### EXERCISE OBJECTIVE
Your answer should consist of the lines below that hold the word "block".

### Dataset entries
------------------------------------------------

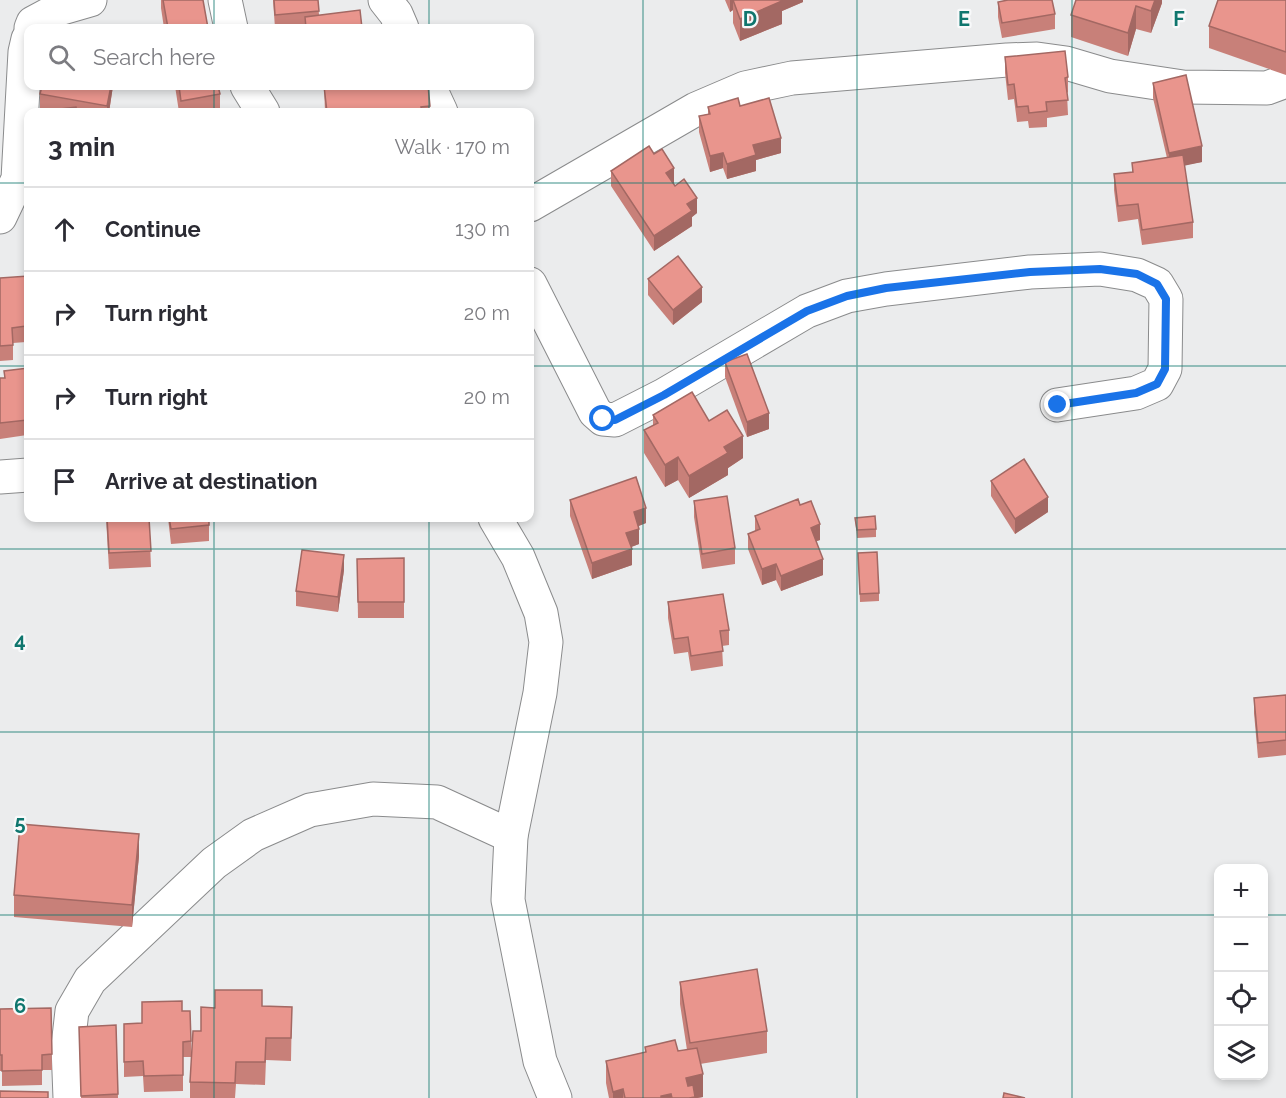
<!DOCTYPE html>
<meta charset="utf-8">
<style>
body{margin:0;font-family:Raleway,sans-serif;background:#f2f2f3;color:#2b2b33}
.controls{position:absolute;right:18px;bottom:18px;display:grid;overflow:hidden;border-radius:12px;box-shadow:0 3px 9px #0003}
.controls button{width:54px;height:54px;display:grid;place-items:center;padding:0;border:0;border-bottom:2px solid #e1e1e2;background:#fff;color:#2b2b33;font:30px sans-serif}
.stop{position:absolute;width:18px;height:18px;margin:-14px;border:4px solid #1a73e8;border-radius:50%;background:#fff}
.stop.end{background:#1a73e8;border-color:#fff;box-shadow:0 2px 6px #0008}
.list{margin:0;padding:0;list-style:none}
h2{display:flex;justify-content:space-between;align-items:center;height:78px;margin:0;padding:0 24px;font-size:26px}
h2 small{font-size:20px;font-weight:400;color:#7c7c81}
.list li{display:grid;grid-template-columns:39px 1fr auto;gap:18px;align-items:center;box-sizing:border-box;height:84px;padding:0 24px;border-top:2px solid #e1e1e2}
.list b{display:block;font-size:22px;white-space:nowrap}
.list em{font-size:20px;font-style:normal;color:#7c7c81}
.icon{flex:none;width:33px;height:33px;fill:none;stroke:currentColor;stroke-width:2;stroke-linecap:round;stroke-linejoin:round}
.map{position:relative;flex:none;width:1286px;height:1098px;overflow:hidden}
.search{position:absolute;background:#fff;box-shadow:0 3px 9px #0003;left:24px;top:24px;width:510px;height:66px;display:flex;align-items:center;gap:15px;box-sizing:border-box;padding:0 21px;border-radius:12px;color:#7c7c81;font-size:22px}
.panel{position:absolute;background:#fff;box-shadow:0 3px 9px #0003;left:24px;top:108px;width:510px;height:414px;border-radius:12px}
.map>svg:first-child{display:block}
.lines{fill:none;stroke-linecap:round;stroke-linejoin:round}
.minor-casing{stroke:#8a8b8c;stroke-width:35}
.minor{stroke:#fff;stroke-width:33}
.wall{fill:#c88079}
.shaded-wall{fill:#a36863}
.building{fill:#e9958d;stroke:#a36863;stroke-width:1.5}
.route{stroke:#1a73e8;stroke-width:8}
.grid{fill:none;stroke:#0f766e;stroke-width:1.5;stroke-opacity:0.55}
.grid-label{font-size:20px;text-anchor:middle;font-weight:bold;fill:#0f766e;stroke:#f8f9fa;stroke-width:4.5;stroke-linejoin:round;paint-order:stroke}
</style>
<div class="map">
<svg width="1286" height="1098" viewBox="0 0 1286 1098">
<rect width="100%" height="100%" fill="#ebeced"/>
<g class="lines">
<g class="minor-casing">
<g id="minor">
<polyline points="225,0 231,28"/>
<polyline points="385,0 396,14 402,28"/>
<polyline points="31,28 33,23 59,9 90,0"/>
<polyline points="247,86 263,112"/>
<polyline points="429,86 441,112"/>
<polyline points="530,205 696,109 745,88 792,78 1007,60 1037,59 1066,63 1110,76 1183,87 1267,88 1286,81"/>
<polyline points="0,217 18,179 25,52 28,39"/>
<polyline points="530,284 595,412 603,419 615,420 664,395 807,311 847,296 886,289 1030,272 1100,269 1137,275 1157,284 1166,299 1165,369 1157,384 1136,393 1057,405"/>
<polyline points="0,477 28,475"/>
<polyline points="495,518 518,557 541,613 546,642 540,693 511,836 508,900 540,1061 555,1098"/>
<polyline points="70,1098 68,1046 72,1011 90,980 214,863 253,835 310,810 373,799 437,802 511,836"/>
</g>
</g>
<use href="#minor" class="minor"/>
</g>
<g class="wall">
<polygon points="161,0 203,0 208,28 164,28 161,8"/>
<polygon points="273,0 318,0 319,15 362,28 305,28 305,27 275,28"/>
<polygon points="725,0 803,0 803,2 782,11 782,24 740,41 733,23 733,10 730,12"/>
<polygon points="1162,0 1162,3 1151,33 1136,29 1128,56 1071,37 1071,15"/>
<polygon points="1286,0 1286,75 1209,48 1209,26"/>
<polygon points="998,2 1055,14 1055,29 1002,38 998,17"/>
<polygon points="1005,57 1068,77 1068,92 1067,93 1068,115 1047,118 1047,127 1029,128 1028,121 1017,122 1014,99 1008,100 1005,73"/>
<polygon points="1153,83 1202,162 1184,165 1193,222 1193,238 1142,245 1138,219 1118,222 1114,190 1114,174 1132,172 1132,163 1167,158 1153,98"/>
<polygon points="113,86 109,112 35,112 47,111 40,110 40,94"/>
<polygon points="175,86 218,86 220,94 220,112 179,112"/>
<polygon points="324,86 428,86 430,112 325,112"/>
<polygon points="740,106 781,153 756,160 756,171 727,179 723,168 710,172 699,132 699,116 708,114 708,107"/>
<polygon points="611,171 674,183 675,186 697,213 692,217 692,226 654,251 611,186"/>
<polygon points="28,276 28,359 26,342 13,343 13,360 0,361 0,278"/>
<polygon points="648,279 702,302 673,325 648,295"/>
<polygon points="725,362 769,429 747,437 725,377"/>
<polygon points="28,368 28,445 27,435 0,439 0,378 4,378 4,371"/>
<polygon points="653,415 709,421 743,458 728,468 728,475 689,498 678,480 665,487 644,453 644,430 653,425"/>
<polygon points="991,481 1048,512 1015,534 991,496"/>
<polygon points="570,500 646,523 638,526 639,544 631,547 632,565 592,579 570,516"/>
<polygon points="694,501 735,548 735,564 702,569 694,517"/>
<polygon points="800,505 820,540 816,541 823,575 781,591 776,580 762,585 748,549 748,534 755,531 755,516"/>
<polygon points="106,518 149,518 151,567 109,569"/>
<polygon points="168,518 209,518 209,541 171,544"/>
<polygon points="312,518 333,518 313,520"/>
<polygon points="855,518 876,529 876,537 857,538"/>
<polygon points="858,553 879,593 879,601 860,602"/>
<polygon points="404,558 404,618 358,618 357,559"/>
<polygon points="344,570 338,612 296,606 296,591"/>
<polygon points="668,602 729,630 729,645 722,646 723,666 691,671 688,652 674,654 668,618"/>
<polygon points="1286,695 1286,755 1258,758 1254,713 1254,698"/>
<polygon points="139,856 132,927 14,917 14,895"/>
<polygon points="680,982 767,1031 767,1053 700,1064 703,1097 697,1098 609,1098 606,1083 606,1061 645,1052 645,1047 678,1051 687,1050 680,1004"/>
<polygon points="262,1006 292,1007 291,1061 266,1060 265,1085 236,1084 235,1098 190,1098 190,1082 201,1031 215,1008"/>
<polygon points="51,1008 52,1070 42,1070 42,1085 2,1086 2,1071 0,1071 0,1009"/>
<polygon points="182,1011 191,1041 191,1057 183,1057 183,1091 144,1092 143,1076 124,1077 124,1024 142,1023"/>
<polygon points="116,1025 118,1098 81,1098 79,1027"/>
</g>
<g class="shaded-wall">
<polygon points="730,0 736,0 733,0 733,10 730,12"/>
<polygon points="778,0 803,0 803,2 782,11 782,24 740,41 740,19"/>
<polygon points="1155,0 1162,0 1162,3 1151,33 1151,11"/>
<polygon points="1136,6 1136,29 1128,56 1128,33"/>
<polygon points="111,86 113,86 109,112 107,112 107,106"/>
<polygon points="781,138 781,153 756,160 756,171 727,179 727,164 753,145"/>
<polygon points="1202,146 1202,162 1169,169 1169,153"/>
<polygon points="723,153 723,168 710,172 710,156"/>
<polygon points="674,168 674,183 666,188 666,173"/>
<polygon points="697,198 697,213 692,217 692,226 654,251 654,236 687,204"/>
<polygon points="702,287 702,302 673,325 673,310"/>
<polygon points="769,413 769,429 747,437 747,422"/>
<polygon points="743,436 743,458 728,468 728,475 689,498 689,476 724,447"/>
<polygon points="678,457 678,480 665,487 665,465"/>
<polygon points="1048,497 1048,512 1015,534 1015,519"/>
<polygon points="646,508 646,523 634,528 634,512"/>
<polygon points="820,524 820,540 811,543 811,528"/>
<polygon points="639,529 639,544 626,549 626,533"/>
<polygon points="632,549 632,565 592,579 592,563"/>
<polygon points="344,555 344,570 338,612 338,597"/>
<polygon points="823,559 823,575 781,591 781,576"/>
<polygon points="776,564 776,580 762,585 762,569"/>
<polygon points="139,834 139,856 132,927 132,905"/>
<polygon points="703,1074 703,1097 697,1098 686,1098 686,1078"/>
<polygon points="623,1089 623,1098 613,1098 613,1092"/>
<polygon points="671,1094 671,1098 661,1098 661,1096"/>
</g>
<g class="building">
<polygon points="163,0 203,0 208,28 168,28"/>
<polygon points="274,0 318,0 319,11 275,15"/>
<polygon points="734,0 782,0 782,1 740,19 733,0"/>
<polygon points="1008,0 1052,0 1055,14 1002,23 998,2"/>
<polygon points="1076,0 1155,0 1151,11 1136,6 1128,33 1071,15"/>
<polygon points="1218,0 1286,0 1286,52 1209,26"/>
<polygon points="360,10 362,28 306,28 305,17"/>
<polygon points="1065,51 1068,77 1065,78 1068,100 1046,102 1047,111 1029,113 1028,106 1017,107 1014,84 1008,85 1005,57"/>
<polygon points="1186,75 1202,146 1169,153 1153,83"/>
<polygon points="42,86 111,86 107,106 40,94"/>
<polygon points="179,86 218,86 220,94 181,101"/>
<polygon points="324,86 428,86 430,106 421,107 422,112 327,112"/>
<polygon points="738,98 740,106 769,98 781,138 753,145 756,155 727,164 723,153 710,156 699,116 710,114 708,107"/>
<polygon points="76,107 77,112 35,112"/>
<polygon points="649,146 654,154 662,149 674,168 666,173 675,186 684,179 697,198 687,204 692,211 654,236 611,171"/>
<polygon points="1183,155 1193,222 1142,230 1138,204 1118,206 1114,174 1133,172 1132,163"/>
<polygon points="678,256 702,287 673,310 648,279"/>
<polygon points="28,276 28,344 26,326 12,328 13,345 0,346 0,278"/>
<polygon points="747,354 769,413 747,422 725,362"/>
<polygon points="28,368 28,430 27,420 0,423 0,378 5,378 4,371"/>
<polygon points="692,392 709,421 727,410 743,436 724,447 728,453 689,476 678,457 665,465 644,430 658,423 653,415"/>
<polygon points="1024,459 1048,497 1015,519 991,481"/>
<polygon points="636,477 646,508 634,512 639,529 626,533 632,549 592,563 570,500"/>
<polygon points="727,496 735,548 702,554 694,501"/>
<polygon points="798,499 800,505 811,501 820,524 811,528 823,559 781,576 776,564 762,569 748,534 760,529 755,516"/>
<polygon points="875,516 876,529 857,530 855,518"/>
<polygon points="107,518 149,518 151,551 109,553"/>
<polygon points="169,518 209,518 209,525 171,529"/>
<polygon points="302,550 344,555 338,597 296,591"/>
<polygon points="877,552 879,593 860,594 858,553"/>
<polygon points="404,558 404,602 358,602 357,559"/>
<polygon points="723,594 729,630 720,631 723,651 691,656 688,637 674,639 668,602"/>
<polygon points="1286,695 1286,740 1258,743 1254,698"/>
<polygon points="20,824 139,834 132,905 14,895"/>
<polygon points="757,969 767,1031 690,1043 680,982"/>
<polygon points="215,990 262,990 262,1006 292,1007 291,1038 266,1038 265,1062 236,1062 235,1083 190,1082 193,1031 201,1031 201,1007 215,1008"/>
<polygon points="182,1001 182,1011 190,1011 191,1041 183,1042 183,1075 144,1076 143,1061 124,1062 124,1024 142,1023 142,1002"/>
<polygon points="51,1008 52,1054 42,1055 42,1070 2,1071 2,1055 0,1055 0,1009"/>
<polygon points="116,1025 118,1094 81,1096 79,1027"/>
<polygon points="675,1040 678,1051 697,1048 703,1074 686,1078 688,1086 693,1085 695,1097 689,1098 672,1098 671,1094 661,1096 661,1098 625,1098 623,1089 613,1092 606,1061 646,1052 645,1047"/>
<polygon points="0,1091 48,1092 48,1098 0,1098"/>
<polygon points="1004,1093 1025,1098 1003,1098"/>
</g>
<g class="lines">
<polyline class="route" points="603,419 615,420 664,395 807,311 847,296 886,288 1030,272 1100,269 1137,274 1157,284 1166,299 1165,369 1157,384 1136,393 1058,405"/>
</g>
<path class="grid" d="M214,0V28M429,0V28M643,0V1098M857,0V1098M1072,0V1098M214,86V112M429,86V112M0,183H28M530,183H1286M0,366H28M530,366H1286M214,518V1098M429,518V1098M0,549H1286M0,732H1286M0,915H1218M1264,915H1286"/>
<g class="grid-label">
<text x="750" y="26">D</text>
<text x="964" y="26">E</text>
<text x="1179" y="26">F</text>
<text x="20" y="647">4</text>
<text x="20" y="830">5</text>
<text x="20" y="1013">6</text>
</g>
</svg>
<div class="controls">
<button>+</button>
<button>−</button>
<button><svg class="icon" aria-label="locate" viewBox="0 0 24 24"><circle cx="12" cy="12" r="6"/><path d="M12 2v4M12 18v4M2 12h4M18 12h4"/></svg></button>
<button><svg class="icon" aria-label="layers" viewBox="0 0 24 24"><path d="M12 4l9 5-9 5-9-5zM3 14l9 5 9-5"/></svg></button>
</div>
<div class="stop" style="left:603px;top:419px"></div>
<div class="stop end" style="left:1058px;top:405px"></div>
<div class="search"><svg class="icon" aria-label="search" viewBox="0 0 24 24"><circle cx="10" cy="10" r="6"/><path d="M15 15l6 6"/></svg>Search here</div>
<section class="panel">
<h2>3 min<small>Walk · 170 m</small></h2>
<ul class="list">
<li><svg class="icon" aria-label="ahead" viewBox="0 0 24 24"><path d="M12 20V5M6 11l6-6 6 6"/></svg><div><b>Continue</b></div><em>130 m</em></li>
<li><svg class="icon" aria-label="right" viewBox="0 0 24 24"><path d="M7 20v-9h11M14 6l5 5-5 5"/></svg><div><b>Turn right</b></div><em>20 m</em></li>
<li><svg class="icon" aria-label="right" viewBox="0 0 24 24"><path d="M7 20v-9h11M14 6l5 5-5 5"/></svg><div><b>Turn right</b></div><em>20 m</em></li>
<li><svg class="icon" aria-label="arrive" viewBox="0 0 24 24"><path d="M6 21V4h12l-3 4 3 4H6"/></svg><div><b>Arrive at destination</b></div></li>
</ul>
</section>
</div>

------------------------------------------------

### OUTPUT FOR THIS TASK
.list b{display:block;font-size:22px;white-space:nowrap}
.map>svg:first-child{display:block}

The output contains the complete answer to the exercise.